*PROVIDED ENTRIES*
——

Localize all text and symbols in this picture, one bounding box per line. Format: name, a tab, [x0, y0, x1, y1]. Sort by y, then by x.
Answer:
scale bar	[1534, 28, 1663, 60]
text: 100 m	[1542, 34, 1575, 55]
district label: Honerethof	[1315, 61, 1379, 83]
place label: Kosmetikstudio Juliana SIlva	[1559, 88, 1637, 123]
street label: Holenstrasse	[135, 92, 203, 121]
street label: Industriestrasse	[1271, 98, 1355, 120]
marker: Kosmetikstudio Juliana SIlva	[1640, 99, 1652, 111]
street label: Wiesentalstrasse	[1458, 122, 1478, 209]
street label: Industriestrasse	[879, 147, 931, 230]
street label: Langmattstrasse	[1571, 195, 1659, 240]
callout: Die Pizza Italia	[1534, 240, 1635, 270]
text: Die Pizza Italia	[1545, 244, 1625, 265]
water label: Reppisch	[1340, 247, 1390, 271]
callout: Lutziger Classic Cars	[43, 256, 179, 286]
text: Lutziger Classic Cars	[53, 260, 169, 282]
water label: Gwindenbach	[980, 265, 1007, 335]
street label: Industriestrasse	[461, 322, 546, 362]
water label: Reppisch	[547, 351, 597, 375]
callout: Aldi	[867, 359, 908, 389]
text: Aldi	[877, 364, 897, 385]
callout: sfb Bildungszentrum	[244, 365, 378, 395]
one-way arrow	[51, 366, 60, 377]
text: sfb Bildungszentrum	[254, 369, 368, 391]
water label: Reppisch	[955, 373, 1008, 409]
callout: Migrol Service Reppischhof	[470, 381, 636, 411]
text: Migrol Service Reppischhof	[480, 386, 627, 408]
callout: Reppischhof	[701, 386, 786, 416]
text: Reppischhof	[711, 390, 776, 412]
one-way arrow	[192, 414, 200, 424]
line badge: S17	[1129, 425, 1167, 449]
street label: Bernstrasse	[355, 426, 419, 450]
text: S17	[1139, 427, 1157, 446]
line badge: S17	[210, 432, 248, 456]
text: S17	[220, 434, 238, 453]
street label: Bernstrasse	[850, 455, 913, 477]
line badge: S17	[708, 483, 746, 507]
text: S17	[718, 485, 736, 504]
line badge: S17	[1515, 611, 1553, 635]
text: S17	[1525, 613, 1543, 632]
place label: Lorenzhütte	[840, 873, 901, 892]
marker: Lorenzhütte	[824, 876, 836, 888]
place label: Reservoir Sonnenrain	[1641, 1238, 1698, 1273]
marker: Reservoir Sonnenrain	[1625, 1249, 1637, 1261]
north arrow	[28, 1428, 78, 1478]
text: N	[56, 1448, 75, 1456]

——

*REQUIREMENT*
Every line in the data above that contains the word "callout" counts; report how many there are and nothing more.

*PROBLEM SOLUTION*
6